# [What you have to do]
The job is to find each line in the entries holding the string "MICHELE" and copy that line.

Data to process Block Start

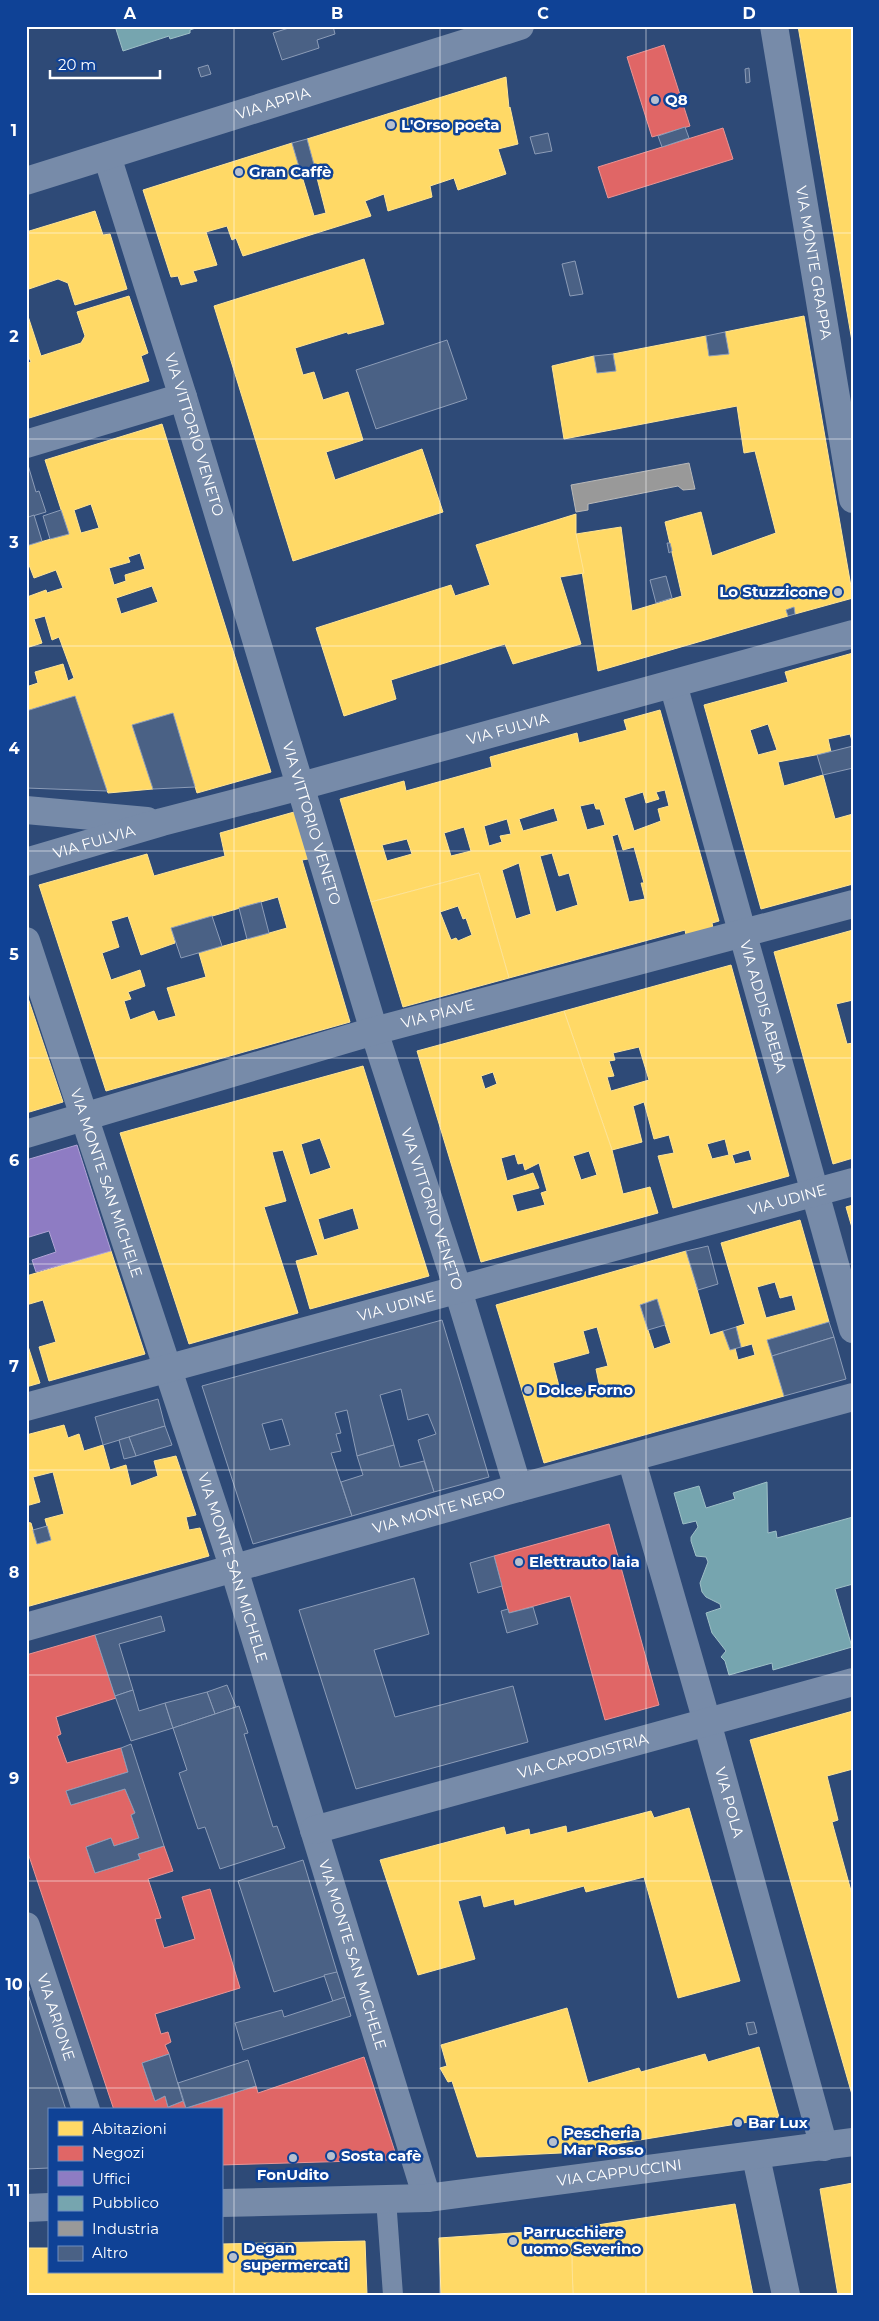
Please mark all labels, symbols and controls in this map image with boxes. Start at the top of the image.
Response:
text: A [123,4,137,23]
text: B [331,4,343,23]
text: C [537,4,549,23]
text: D [742,4,756,23]
scale bar [50,48,160,80]
text: 20 m [58,55,96,74]
street label: VIA APPIA [233,82,313,124]
place label: Q8 [665,90,688,109]
marker: Q8 [649,94,661,106]
place label: L'Orso poeta [401,115,500,134]
marker: L'Orso poeta [385,119,397,131]
text: 1 [11,121,17,140]
place label: Gran Caffè [249,162,331,181]
marker: Gran Caffè [233,166,245,178]
street label: VIA MONTE GRAPPA [792,184,836,341]
text: 2 [9,327,19,346]
street label: VIA VITTORIO VENETO [161,351,228,518]
text: 3 [8,533,19,552]
place label: Lo Stuzzicone [719,582,828,601]
marker: Lo Stuzzicone [832,586,844,598]
street label: VIA FULVIA [465,708,551,749]
text: 4 [8,739,20,758]
street label: VIA VITTORIO VENETO [278,739,345,907]
street label: VIA FULVIA [51,820,137,863]
street label: VIA ADDIS ABEBA [736,938,791,1075]
text: 5 [9,945,19,964]
street label: VIA PIAVE [399,995,476,1032]
street label: VIA MONTE SAN MICHELE [67,1086,147,1280]
street label: VIA VITTORIO VENETO [397,1125,467,1292]
text: 6 [9,1151,19,1170]
street label: VIA UDINE [746,1180,829,1219]
street label: VIA UDINE [355,1286,438,1325]
text: 7 [9,1357,19,1376]
place label: Dolce Forno [538,1380,633,1399]
marker: Dolce Forno [522,1384,534,1396]
street label: VIA MONTE SAN MICHELE [194,1470,272,1665]
street label: VIA MONTE NERO [370,1482,507,1538]
place label: Elettrauto Iaia [529,1552,640,1571]
marker: Elettrauto Iaia [513,1556,525,1568]
text: 8 [9,1563,19,1582]
street label: VIA CAPODISTRIA [515,1729,651,1783]
street label: VIA POLA [711,1765,748,1840]
text: 9 [9,1769,19,1788]
street label: VIA MONTE SAN MICHELE [315,1857,391,2052]
street label: VIA ARIONE [33,1971,79,2063]
text: 10 [5,1975,23,1994]
legend [48,2108,222,2274]
place label: Bar Lux [748,2113,808,2132]
marker: Bar Lux [732,2117,744,2129]
text: Abitazioni [92,2119,167,2138]
place label: Pescheria Mar Rosso [563,2123,644,2159]
marker: Pescheria Mar Rosso [547,2136,559,2148]
text: Negozi [92,2143,145,2162]
place label: Sosta cafè [341,2146,421,2165]
marker: Sosta cafè [325,2150,337,2162]
marker: FonUdito [287,2152,299,2164]
street label: VIA CAPPUCCINI [556,2155,683,2190]
place label: FonUdito [257,2165,329,2184]
text: Uffici [92,2169,130,2188]
text: 11 [8,2181,20,2200]
text: Pubblico [92,2193,159,2212]
text: Industria [92,2219,159,2238]
place label: Parrucchiere uomo Severino [523,2222,641,2258]
marker: Parrucchiere uomo Severino [507,2235,519,2247]
place label: Degan supermercati [243,2238,348,2274]
text: Altro [92,2243,128,2262]
marker: Degan supermercati [227,2251,239,2263]

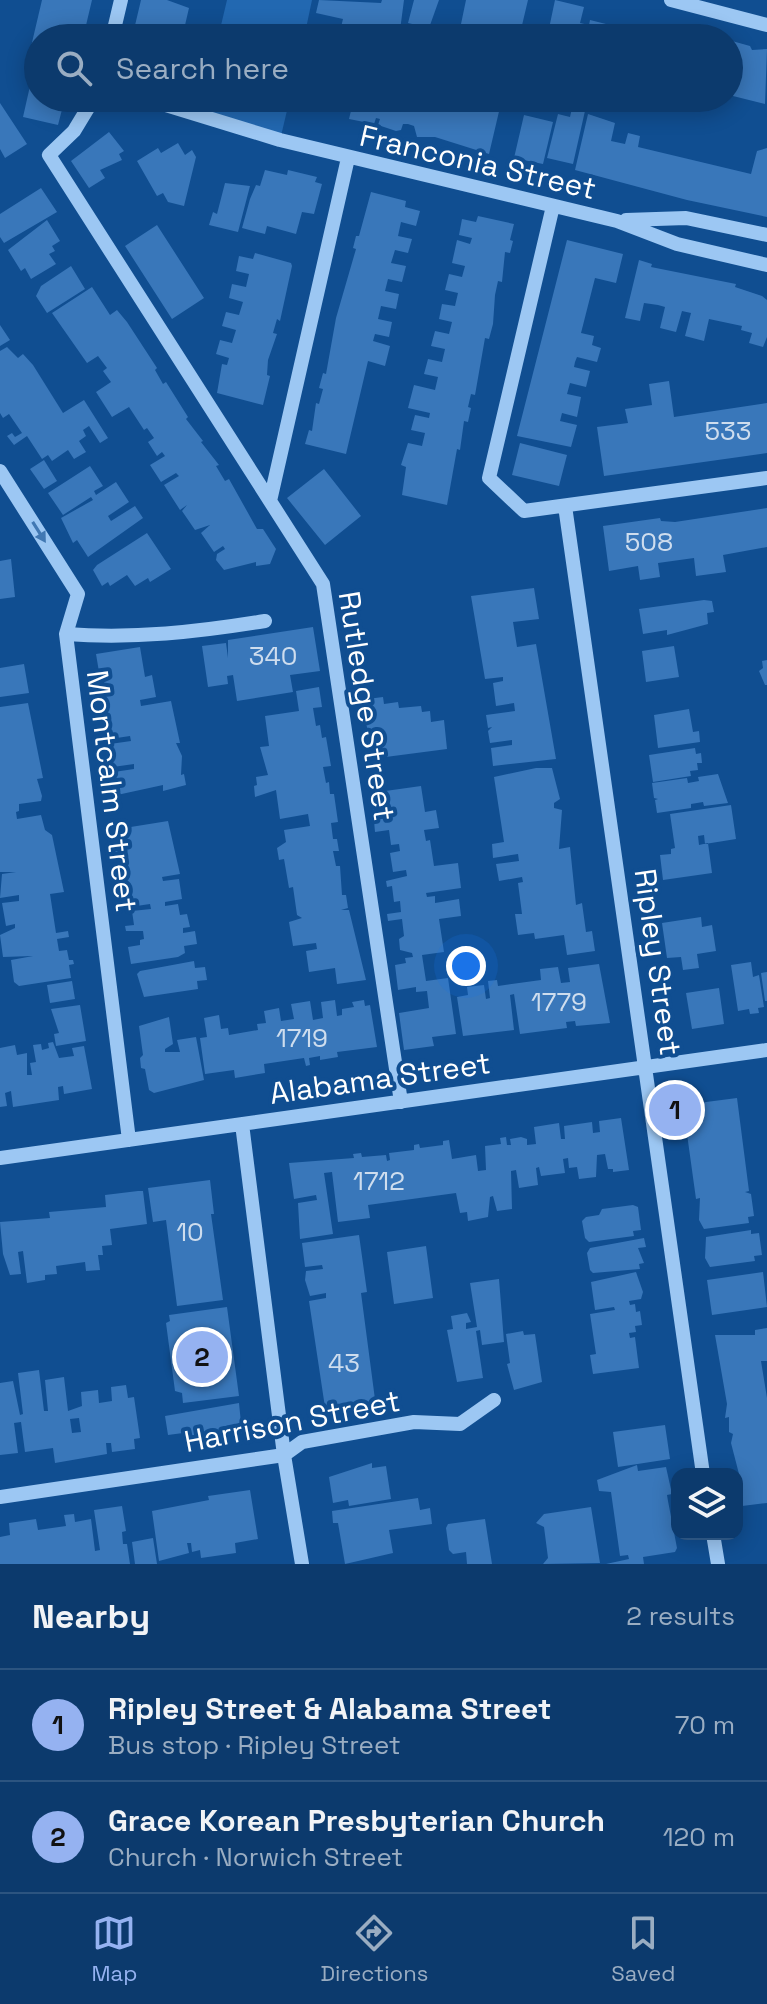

Data to process Block End

# [Expected answer]
street label: VIA MONTE SAN MICHELE [67,1086,147,1280]
street label: VIA MONTE SAN MICHELE [194,1470,272,1665]
street label: VIA MONTE SAN MICHELE [315,1857,391,2052]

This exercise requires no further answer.